Siguieron conversando durante un rato mientras andaban, y eso ayudó a pasar el rato durante el trayecto, pero Eyron se cansó pronto de la caminata y se replegó al interior, lo que permitió que la Guardiana se manifestara. En realidad, en cierto modo ella había estado presente todo el tiempo porque, al igual que la Centinela, nunca se encontraba muy por debajo de la superficie. Como su nombre daba a entender, su papel principal era el de actuar como protectora de la tribu. Era una figura fuerte y maternal que a veces interactuaba con los otros de forma activa, y otras se contentaba con permanecer pasiva; pero estaba siempre allí como una presencia moderadora, una fuerza que mantenía el equilibrio en la tribu interior. Mientras ella se manifestaba, Sorak también se encontraba allí como una presencia implícita y, si lo deseaba, podía hablar, o simplemente limitarse a escuchar y observar mientras la Guardiana se relacionaba con Ryana.

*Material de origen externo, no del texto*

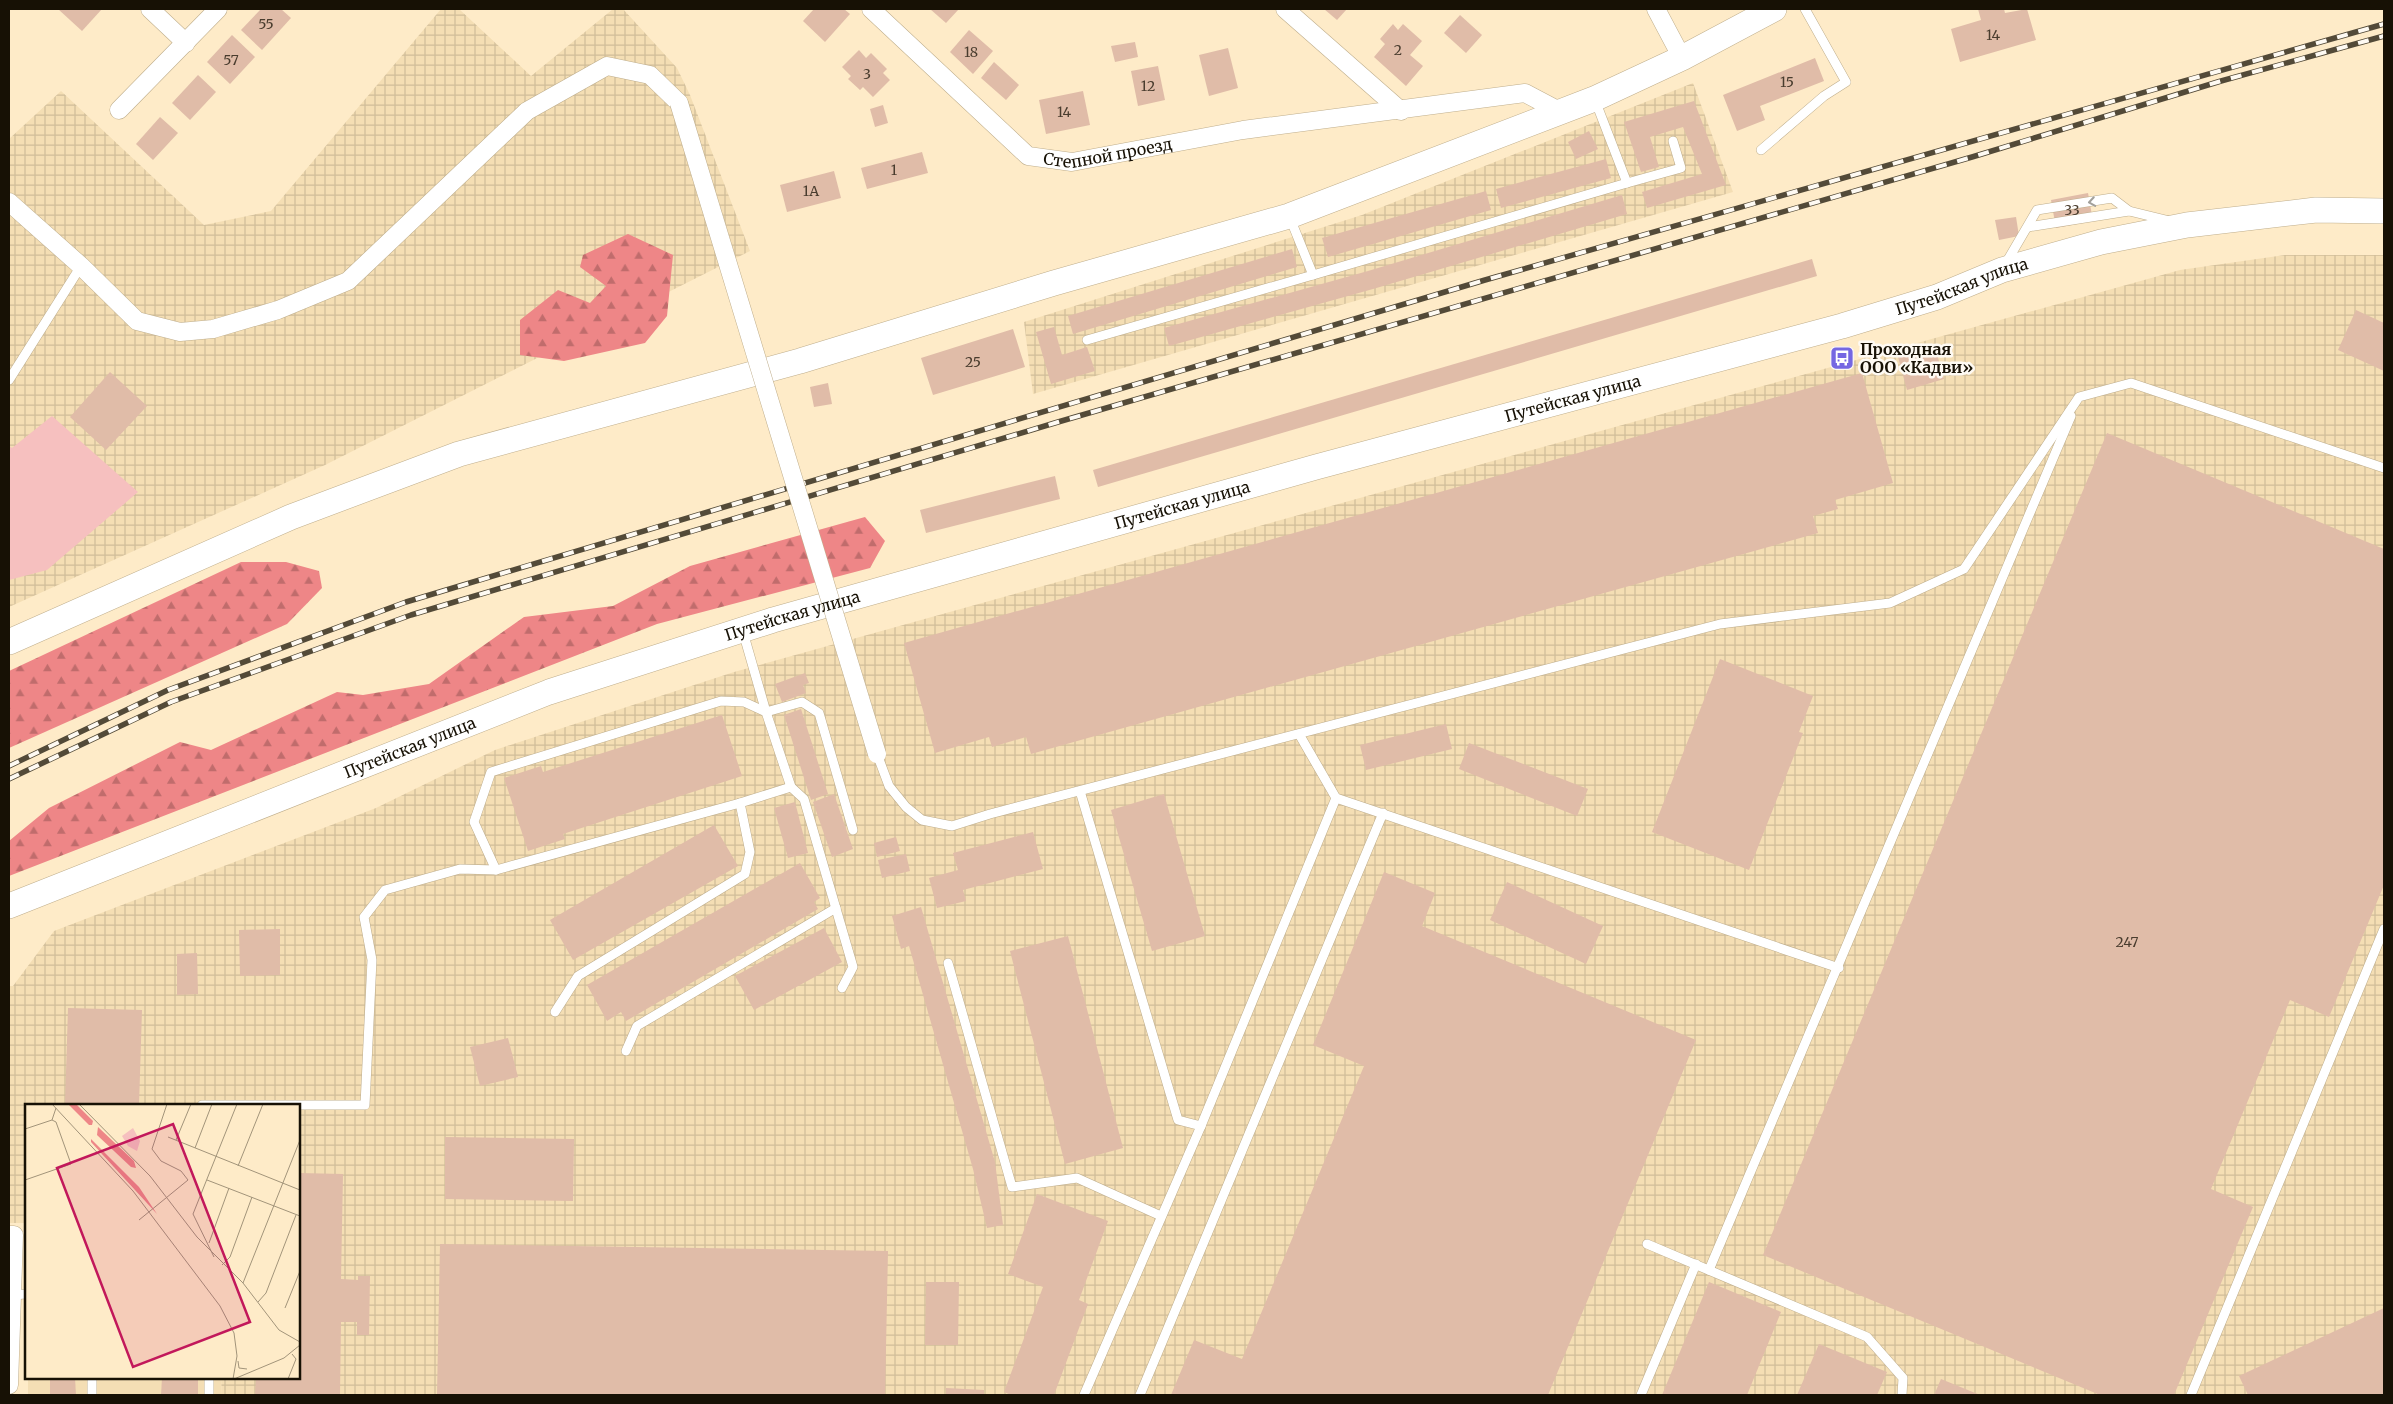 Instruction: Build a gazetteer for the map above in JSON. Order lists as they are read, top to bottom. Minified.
{"streets":{"main road":["Путейская улица"],"street":["Степной проезд"]},"places":{"bus stop":["Проходная ООО «Кадви»"]},"house_numbers":["55","14","2","18","57","3","15","12","14","1","1А","33","25","247"]}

Cuando salían los otros al exterior, las cosas solían ser algo distintas. Si Poesía ocupaba la palestra, Sorak y la entidad podían estar en el exterior al mismo tiempo, como dos individuos despiertos en el mismo cuerpo; otro tanto sucedía con Sorak y la Guardiana, o con Sorak y Chillido. Pero, si se trataba de Eyron, o el Vagabundo, o cualquiera de los otros que eran personalidades más fuertes, a menudo el muchacho no se encontraba allí. En tales ocasiones, se desvanecía en el interior de su propio subconsciente, y no se enteraba de lo ocurrido durante el tiempo en que una de las entidades más fuertes había tomado el mando a menos que la Guardiana decidiera concederle acceso a esos recuerdos. Kivara era quien parecía ocasionarle mayores dificultades. De todas sus personalidades, era la más indisciplinada e imprevisible, y los dos se encontraban a menudo en oposición.

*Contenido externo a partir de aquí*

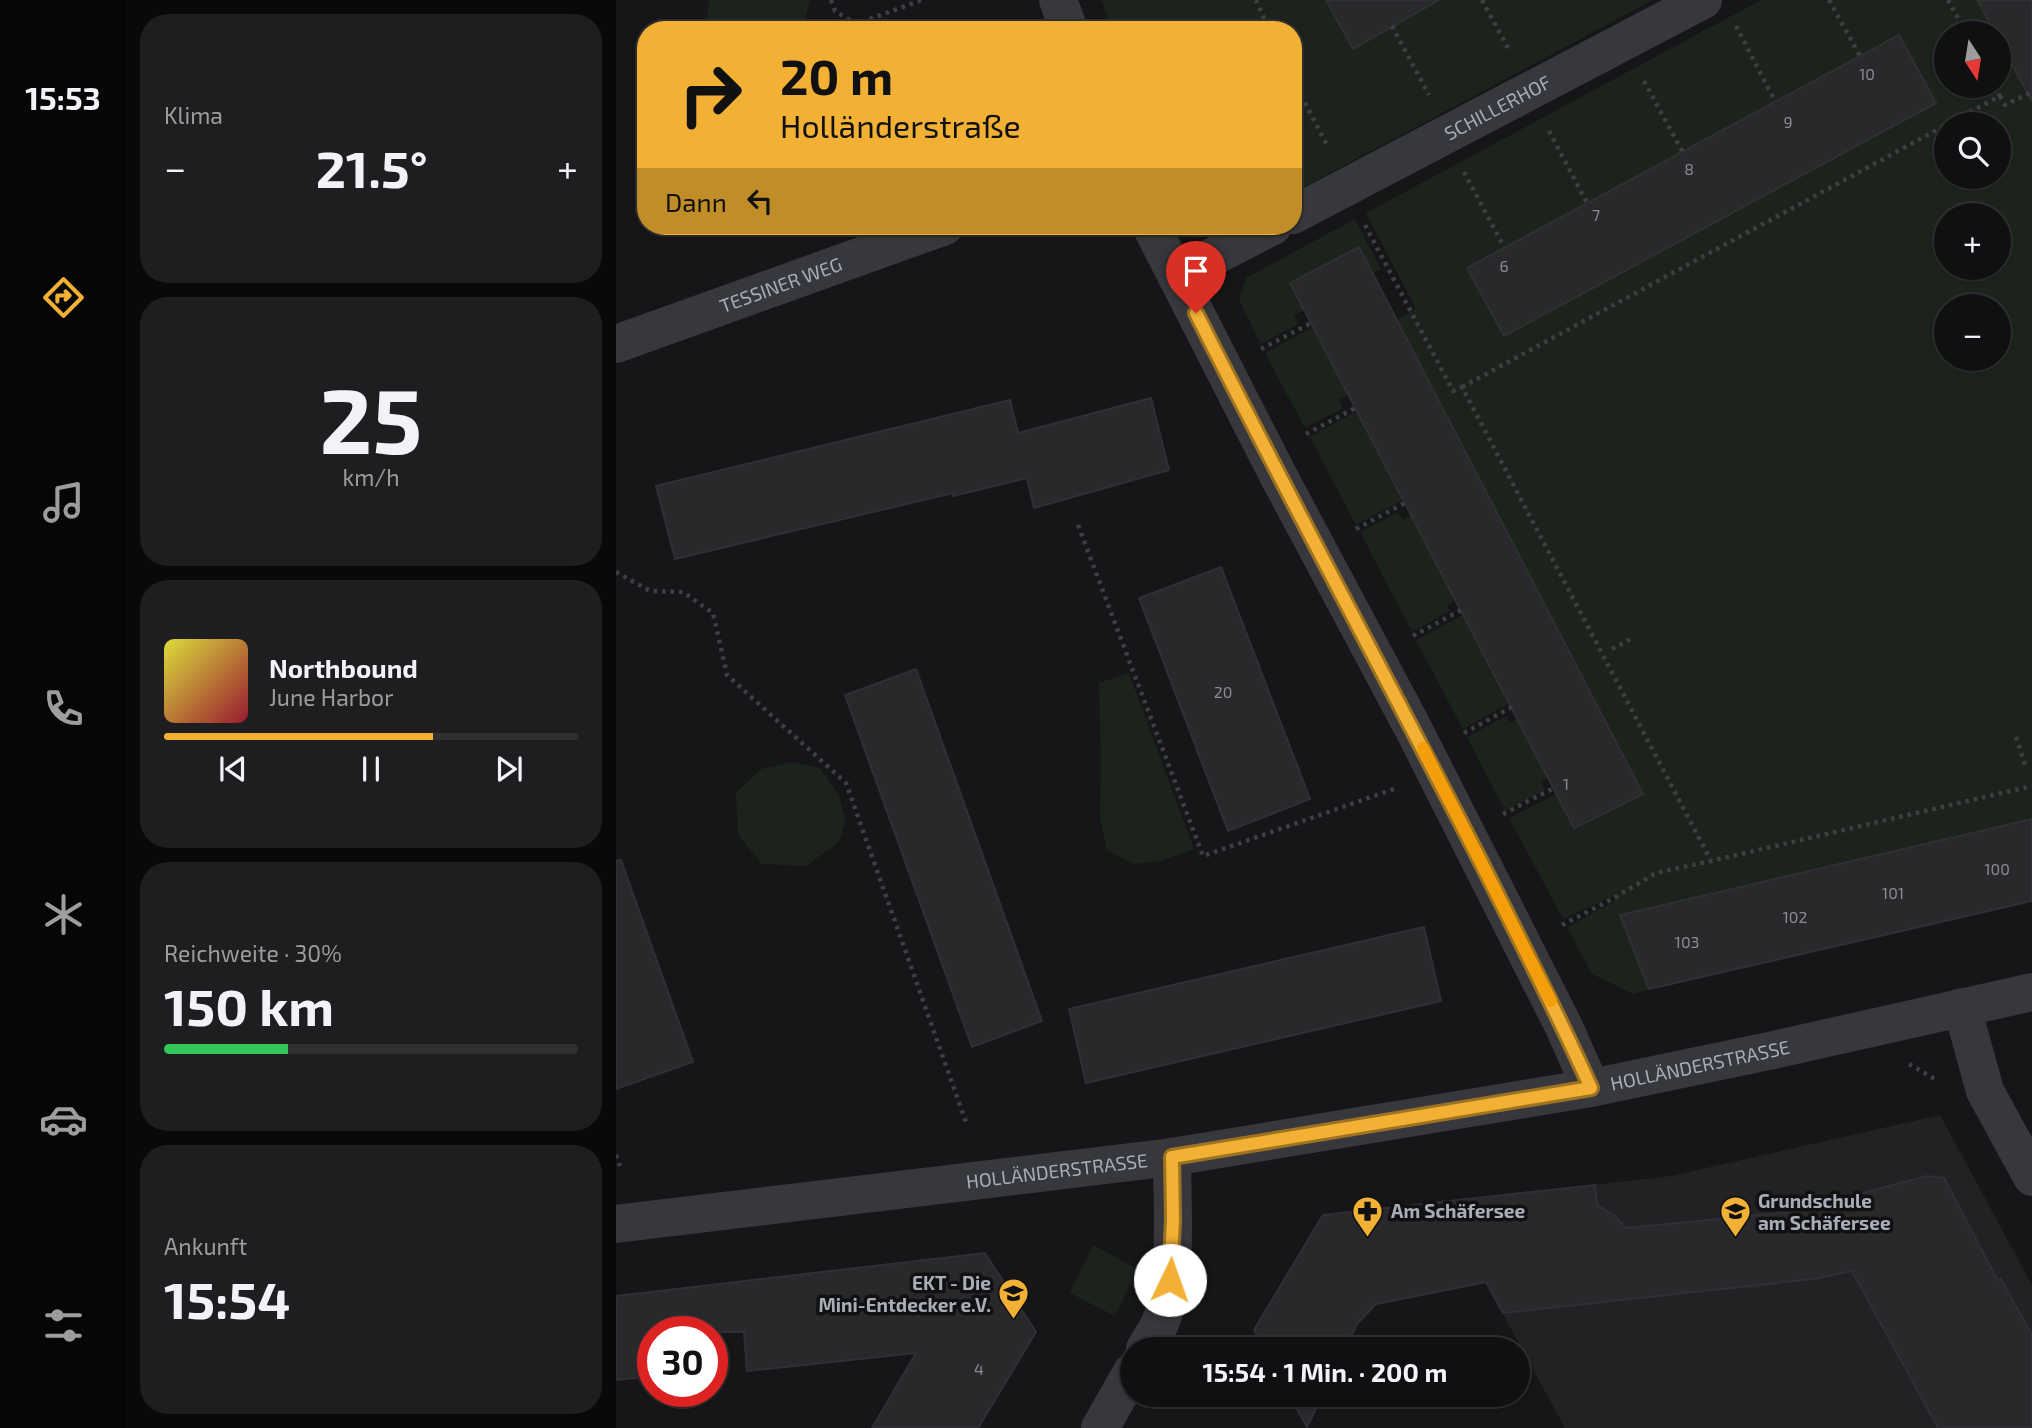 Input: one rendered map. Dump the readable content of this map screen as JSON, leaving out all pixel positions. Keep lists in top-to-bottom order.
{
  "streets": {
    "street": ["SCHILLERHOF", "TESSINER WEG", "HOLLÄNDERSTRASSE"]
  },
  "places": {
    "pharmacy": ["Am Schäfersee"],
    "school or university": ["Grundschule am Schäfersee", "EKT - Die Mini-Entdecker e.V."]
  },
  "house_numbers": [
    "10",
    "9",
    "8",
    "7",
    "6",
    "20",
    "1",
    "100",
    "101",
    "102",
    "103",
    "4"
  ],
  "north": "bottom",
  "page": {
    "tabs": "15:53",
    "tile": [
      "Klima",
      ["25", "km/h"],
      ["Reichweite · 30%", "150 km"],
      ["Ankunft", "15:54"]
    ],
    "map_buttons": ["+", "−"],
    "turn": ["20 m", "Holländerstraße"],
    "heat": ["−", "21.5°", "+"],
    "then": "Dann",
    "song": ["Northbound", "June Harbor"],
    "limit": "30",
    "trip": "15:54 · 1 Min. · 200 m"
  }
}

Sorak le había contado que, si Kivara pudiera salirse con la suya, saldría más a menudo al exterior, pero la Guardiana la mantenía a raya. La Guardiana era capaz de dominar a todas las otras personalidades, incluido Sorak, a excepción hecha de Kether y la Sombra; y estos dos se manifestaban raras veces.

Ryana había necesitado diez años para acostumbrarse a las complejidades de las relaciones entre los miembros de la tribu interior del elfling, así que podía imaginar lo que sentiría cualquiera que se encontrara con Sorak por vez primera, y también podía comprender por qué éste no se molestaba en explicar su peculiar condición a los que se cruzaban en su camino. No lograría más que asustar y desconcertar a la gente. Sin su adiestramiento en el arte del Sendero, también él se habría sentido asustado y desconcertado. Se preguntó si existiría algún modo de que pudiera volverse normal.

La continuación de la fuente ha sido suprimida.